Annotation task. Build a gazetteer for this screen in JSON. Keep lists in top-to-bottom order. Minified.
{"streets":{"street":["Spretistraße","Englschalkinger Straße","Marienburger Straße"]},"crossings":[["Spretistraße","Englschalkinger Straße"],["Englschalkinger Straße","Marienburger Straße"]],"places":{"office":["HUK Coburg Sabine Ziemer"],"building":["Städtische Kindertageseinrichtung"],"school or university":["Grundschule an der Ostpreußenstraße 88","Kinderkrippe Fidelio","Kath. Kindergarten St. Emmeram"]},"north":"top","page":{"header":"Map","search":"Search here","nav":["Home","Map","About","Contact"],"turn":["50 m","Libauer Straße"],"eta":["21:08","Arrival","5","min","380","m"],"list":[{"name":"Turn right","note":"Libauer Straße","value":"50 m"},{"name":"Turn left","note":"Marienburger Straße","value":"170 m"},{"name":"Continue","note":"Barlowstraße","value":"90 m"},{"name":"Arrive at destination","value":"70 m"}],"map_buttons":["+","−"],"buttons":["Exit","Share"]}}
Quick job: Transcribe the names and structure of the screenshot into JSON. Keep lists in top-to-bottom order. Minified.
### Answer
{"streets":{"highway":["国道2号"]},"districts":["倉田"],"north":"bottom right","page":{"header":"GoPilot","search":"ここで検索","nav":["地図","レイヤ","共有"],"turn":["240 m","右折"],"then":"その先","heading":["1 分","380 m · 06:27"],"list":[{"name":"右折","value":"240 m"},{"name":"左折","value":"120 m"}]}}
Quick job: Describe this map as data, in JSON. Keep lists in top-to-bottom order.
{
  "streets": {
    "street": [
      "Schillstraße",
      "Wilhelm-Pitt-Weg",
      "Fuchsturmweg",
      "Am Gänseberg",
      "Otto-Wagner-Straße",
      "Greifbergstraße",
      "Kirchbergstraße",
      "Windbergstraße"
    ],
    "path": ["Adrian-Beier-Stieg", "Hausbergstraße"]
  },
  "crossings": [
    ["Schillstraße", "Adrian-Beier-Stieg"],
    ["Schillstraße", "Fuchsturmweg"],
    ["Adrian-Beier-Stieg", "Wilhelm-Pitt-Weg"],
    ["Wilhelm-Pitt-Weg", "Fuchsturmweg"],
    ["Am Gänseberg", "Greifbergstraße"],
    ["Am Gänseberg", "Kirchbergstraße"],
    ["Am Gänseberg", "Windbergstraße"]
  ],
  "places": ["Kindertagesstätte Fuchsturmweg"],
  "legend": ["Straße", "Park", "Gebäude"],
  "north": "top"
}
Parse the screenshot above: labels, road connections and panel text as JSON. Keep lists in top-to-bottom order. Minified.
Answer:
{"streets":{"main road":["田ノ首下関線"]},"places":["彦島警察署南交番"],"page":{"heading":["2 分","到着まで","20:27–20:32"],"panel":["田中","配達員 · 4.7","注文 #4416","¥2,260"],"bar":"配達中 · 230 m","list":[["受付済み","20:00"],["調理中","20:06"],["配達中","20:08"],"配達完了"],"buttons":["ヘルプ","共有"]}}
****************************************
▶ [Exercise goal]
Above are the entries; give them back verbatim.

▶ [Task solution]
Annotation task. Build a gazetteer for this screen in JSON. Keep lists in top-to-bottom order. Minified.
{"streets":{"street":["Spretistraße","Englschalkinger Straße","Marienburger Straße"]},"crossings":[["Spretistraße","Englschalkinger Straße"],["Englschalkinger Straße","Marienburger Straße"]],"places":{"office":["HUK Coburg Sabine Ziemer"],"building":["Städtische Kindertageseinrichtung"],"school or university":["Grundschule an der Ostpreußenstraße 88","Kinderkrippe Fidelio","Kath. Kindergarten St. Emmeram"]},"north":"top","page":{"header":"Map","search":"Search here","nav":["Home","Map","About","Contact"],"turn":["50 m","Libauer Straße"],"eta":["21:08","Arrival","5","min","380","m"],"list":[{"name":"Turn right","note":"Libauer Straße","value":"50 m"},{"name":"Turn left","note":"Marienburger Straße","value":"170 m"},{"name":"Continue","note":"Barlowstraße","value":"90 m"},{"name":"Arrive at destination","value":"70 m"}],"map_buttons":["+","−"],"buttons":["Exit","Share"]}}
Quick job: Transcribe the names and structure of the screenshot into JSON. Keep lists in top-to-bottom order. Minified.
### Answer
{"streets":{"highway":["国道2号"]},"districts":["倉田"],"north":"bottom right","page":{"header":"GoPilot","search":"ここで検索","nav":["地図","レイヤ","共有"],"turn":["240 m","右折"],"then":"その先","heading":["1 分","380 m · 06:27"],"list":[{"name":"右折","value":"240 m"},{"name":"左折","value":"120 m"}]}}
Quick job: Describe this map as data, in JSON. Keep lists in top-to-bottom order.
{
  "streets": {
    "street": [
      "Schillstraße",
      "Wilhelm-Pitt-Weg",
      "Fuchsturmweg",
      "Am Gänseberg",
      "Otto-Wagner-Straße",
      "Greifbergstraße",
      "Kirchbergstraße",
      "Windbergstraße"
    ],
    "path": ["Adrian-Beier-Stieg", "Hausbergstraße"]
  },
  "crossings": [
    ["Schillstraße", "Adrian-Beier-Stieg"],
    ["Schillstraße", "Fuchsturmweg"],
    ["Adrian-Beier-Stieg", "Wilhelm-Pitt-Weg"],
    ["Wilhelm-Pitt-Weg", "Fuchsturmweg"],
    ["Am Gänseberg", "Greifbergstraße"],
    ["Am Gänseberg", "Kirchbergstraße"],
    ["Am Gänseberg", "Windbergstraße"]
  ],
  "places": ["Kindertagesstätte Fuchsturmweg"],
  "legend": ["Straße", "Park", "Gebäude"],
  "north": "top"
}
Parse the screenshot above: labels, road connections and panel text as JSON. Keep lists in top-to-bottom order. Minified.
Answer:
{"streets":{"main road":["田ノ首下関線"]},"places":["彦島警察署南交番"],"page":{"heading":["2 分","到着まで","20:27–20:32"],"panel":["田中","配達員 · 4.7","注文 #4416","¥2,260"],"bar":"配達中 · 230 m","list":[["受付済み","20:00"],["調理中","20:06"],["配達中","20:08"],"配達完了"],"buttons":["ヘルプ","共有"]}}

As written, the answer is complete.